Fannie and Freddie: Bad Tenants
Want to improve the housing market? Evict Fannie Mae and Freddie Mac. Sounds harsh, but without such a serious, drastic step, the market won’t get better anytime soon.
The value of household real estate is down an eye-popping $6.6 trillion (that’s 12 zeros, folks) since it peaked in 2007. And the “government sponsored enterprises” (GSEs) known as Fannie and Freddie played a big part in inflating the housing bubble.
They carelessly issued mortgage-backed securities with a government guarantee, and then bought more of them as “investments,” thus stoking the fire on an overheated market.
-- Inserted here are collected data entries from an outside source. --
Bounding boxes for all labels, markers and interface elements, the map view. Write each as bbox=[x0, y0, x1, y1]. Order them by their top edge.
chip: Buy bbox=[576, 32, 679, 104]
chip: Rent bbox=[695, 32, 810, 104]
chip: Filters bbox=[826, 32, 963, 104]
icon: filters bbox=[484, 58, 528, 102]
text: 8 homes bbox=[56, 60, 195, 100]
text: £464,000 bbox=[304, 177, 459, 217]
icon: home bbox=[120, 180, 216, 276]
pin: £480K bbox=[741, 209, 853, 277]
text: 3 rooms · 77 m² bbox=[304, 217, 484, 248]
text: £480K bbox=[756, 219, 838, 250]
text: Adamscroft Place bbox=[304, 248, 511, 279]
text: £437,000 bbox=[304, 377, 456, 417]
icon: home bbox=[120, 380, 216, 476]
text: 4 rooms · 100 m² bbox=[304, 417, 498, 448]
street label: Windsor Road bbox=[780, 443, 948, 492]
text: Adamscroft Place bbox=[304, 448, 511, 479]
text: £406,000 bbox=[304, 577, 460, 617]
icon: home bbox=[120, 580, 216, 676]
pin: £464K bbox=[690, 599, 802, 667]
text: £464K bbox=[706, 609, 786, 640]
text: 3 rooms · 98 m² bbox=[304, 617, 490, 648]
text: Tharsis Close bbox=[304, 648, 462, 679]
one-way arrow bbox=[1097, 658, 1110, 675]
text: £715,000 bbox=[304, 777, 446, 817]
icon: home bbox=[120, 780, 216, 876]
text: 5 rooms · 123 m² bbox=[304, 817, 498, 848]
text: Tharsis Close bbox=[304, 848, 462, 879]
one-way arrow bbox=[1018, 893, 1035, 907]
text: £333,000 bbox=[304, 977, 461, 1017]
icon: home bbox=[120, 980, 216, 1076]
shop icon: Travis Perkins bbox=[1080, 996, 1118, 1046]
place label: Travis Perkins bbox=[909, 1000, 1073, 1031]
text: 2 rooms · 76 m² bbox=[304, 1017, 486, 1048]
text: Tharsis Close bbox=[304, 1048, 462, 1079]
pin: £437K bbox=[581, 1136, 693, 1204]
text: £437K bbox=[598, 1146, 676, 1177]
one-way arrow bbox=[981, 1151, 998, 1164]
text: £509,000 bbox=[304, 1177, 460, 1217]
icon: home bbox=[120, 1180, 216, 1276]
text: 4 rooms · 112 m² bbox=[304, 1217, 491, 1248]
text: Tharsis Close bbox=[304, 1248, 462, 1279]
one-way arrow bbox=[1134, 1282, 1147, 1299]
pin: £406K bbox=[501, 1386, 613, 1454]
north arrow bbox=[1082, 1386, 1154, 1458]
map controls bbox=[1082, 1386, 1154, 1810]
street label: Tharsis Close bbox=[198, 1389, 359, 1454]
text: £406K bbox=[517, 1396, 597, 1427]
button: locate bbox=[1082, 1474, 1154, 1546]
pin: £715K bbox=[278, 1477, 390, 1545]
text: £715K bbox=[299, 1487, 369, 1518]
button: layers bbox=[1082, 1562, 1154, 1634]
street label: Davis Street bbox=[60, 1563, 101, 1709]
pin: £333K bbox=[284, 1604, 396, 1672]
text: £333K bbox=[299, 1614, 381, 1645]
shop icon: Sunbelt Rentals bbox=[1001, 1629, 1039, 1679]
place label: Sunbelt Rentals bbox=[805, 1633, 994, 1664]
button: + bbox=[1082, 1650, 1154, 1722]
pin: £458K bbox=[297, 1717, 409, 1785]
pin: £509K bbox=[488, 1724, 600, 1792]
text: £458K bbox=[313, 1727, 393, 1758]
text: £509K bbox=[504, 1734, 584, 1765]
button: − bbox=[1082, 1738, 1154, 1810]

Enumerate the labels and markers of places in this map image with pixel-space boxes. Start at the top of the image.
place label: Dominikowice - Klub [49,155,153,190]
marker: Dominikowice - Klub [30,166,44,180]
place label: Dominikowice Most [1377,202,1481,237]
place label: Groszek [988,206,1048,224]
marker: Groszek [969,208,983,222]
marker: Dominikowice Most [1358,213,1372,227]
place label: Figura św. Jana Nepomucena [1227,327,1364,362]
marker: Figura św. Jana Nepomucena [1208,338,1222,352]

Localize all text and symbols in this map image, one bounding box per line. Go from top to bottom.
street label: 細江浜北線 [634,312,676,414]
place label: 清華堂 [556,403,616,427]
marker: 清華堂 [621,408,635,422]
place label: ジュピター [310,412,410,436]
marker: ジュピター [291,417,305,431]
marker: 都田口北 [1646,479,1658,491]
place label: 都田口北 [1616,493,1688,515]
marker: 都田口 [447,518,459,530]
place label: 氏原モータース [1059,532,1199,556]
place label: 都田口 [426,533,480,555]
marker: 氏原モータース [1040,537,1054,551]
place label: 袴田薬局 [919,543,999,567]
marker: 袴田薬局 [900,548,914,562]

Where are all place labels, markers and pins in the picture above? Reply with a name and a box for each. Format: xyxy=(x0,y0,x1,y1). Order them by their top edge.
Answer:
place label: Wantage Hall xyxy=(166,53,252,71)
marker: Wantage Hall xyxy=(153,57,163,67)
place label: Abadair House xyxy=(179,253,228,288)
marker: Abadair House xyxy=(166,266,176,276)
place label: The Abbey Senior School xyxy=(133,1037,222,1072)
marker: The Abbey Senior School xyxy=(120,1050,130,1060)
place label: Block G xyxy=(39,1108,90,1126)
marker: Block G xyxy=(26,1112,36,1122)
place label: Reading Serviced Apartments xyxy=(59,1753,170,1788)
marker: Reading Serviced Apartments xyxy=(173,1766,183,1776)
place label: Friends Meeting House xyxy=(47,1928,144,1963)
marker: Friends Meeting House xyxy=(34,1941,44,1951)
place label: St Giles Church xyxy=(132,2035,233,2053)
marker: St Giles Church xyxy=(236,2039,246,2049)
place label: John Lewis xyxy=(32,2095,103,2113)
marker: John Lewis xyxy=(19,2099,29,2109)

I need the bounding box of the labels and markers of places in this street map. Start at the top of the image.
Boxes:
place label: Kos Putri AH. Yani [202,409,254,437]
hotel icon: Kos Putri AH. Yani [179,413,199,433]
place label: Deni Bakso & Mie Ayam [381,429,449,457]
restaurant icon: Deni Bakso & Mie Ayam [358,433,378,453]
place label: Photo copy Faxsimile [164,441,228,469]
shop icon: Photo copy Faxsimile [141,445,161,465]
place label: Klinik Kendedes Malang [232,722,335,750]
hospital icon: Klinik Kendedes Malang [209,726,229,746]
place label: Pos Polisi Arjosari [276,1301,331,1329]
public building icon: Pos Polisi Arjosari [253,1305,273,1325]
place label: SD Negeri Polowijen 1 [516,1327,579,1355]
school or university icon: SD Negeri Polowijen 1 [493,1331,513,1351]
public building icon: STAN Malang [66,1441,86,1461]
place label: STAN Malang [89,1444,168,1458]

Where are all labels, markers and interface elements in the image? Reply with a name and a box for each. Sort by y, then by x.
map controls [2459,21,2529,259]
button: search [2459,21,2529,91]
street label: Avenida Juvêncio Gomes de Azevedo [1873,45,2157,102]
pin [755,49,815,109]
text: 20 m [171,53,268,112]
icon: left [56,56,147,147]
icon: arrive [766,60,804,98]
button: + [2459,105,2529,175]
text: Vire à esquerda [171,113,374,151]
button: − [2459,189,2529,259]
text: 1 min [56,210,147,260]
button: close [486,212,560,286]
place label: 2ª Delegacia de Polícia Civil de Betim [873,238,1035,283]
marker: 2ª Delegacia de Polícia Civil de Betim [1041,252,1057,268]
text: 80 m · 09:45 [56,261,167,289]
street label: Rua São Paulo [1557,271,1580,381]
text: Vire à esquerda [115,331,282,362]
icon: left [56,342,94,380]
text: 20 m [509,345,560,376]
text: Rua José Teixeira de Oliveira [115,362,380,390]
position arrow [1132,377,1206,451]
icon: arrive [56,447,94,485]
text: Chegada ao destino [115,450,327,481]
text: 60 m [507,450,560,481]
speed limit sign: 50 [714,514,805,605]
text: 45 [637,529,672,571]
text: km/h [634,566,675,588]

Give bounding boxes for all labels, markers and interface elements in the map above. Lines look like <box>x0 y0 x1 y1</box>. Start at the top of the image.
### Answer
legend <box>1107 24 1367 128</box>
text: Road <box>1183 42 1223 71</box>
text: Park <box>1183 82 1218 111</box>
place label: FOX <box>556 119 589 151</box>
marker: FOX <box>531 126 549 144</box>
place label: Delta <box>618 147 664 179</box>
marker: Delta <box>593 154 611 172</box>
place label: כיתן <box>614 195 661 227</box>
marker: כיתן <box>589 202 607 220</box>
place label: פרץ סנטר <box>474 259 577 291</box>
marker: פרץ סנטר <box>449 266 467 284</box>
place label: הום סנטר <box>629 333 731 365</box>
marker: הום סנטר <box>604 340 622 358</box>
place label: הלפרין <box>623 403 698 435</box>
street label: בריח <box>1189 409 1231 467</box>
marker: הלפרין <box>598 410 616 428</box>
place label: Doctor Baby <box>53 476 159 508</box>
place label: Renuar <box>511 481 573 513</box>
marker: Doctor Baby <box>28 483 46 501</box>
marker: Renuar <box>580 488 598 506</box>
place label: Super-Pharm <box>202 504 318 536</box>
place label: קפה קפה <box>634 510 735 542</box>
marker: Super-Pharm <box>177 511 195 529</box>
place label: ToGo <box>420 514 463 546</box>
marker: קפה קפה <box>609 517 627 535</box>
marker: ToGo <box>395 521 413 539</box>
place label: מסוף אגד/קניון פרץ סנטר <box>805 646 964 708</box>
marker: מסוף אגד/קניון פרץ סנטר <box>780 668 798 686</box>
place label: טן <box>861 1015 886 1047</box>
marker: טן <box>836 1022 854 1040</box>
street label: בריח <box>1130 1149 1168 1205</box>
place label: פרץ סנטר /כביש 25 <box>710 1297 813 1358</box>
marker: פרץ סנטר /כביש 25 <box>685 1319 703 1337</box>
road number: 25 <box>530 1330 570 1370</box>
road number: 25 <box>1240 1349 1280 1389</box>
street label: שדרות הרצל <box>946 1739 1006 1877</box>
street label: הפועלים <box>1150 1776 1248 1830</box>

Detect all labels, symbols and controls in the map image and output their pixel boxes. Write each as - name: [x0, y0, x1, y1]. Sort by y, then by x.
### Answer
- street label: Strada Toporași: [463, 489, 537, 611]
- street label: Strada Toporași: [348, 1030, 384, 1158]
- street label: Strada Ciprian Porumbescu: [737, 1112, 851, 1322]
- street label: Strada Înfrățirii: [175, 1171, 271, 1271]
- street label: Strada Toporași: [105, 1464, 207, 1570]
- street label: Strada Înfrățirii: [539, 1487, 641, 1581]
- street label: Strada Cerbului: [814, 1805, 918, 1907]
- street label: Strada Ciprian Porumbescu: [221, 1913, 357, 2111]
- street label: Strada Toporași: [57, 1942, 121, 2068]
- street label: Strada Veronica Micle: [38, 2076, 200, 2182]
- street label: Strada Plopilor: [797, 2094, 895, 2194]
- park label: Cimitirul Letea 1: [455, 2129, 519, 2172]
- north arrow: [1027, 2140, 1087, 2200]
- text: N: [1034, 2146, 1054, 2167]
Before the housing collapse, Fannie and Freddie controlled much of the nation’s residential mortgage market. Since then, both companies have gone belly up. Only massive infusions of federal funds keep them alive.
Wait, you may ask, didn’t Congress pass a big financial-reform bill last year? Yes, one that began life as a proposal President Obama called a “sweeping overhaul.” But although it ran as long as 1,300 pages, the Dodd-Frank bill overlooked Fannie and Freddie entirely.
That doesn’t mean lawmakers were unaware of the Fannie-Freddie problem. “This is a big, massive bill as it is,” Sen. Mark Warner, D-Va., said at the time. “We’ll come back next year and take on Fannie and Freddie in a more thoughtful way.”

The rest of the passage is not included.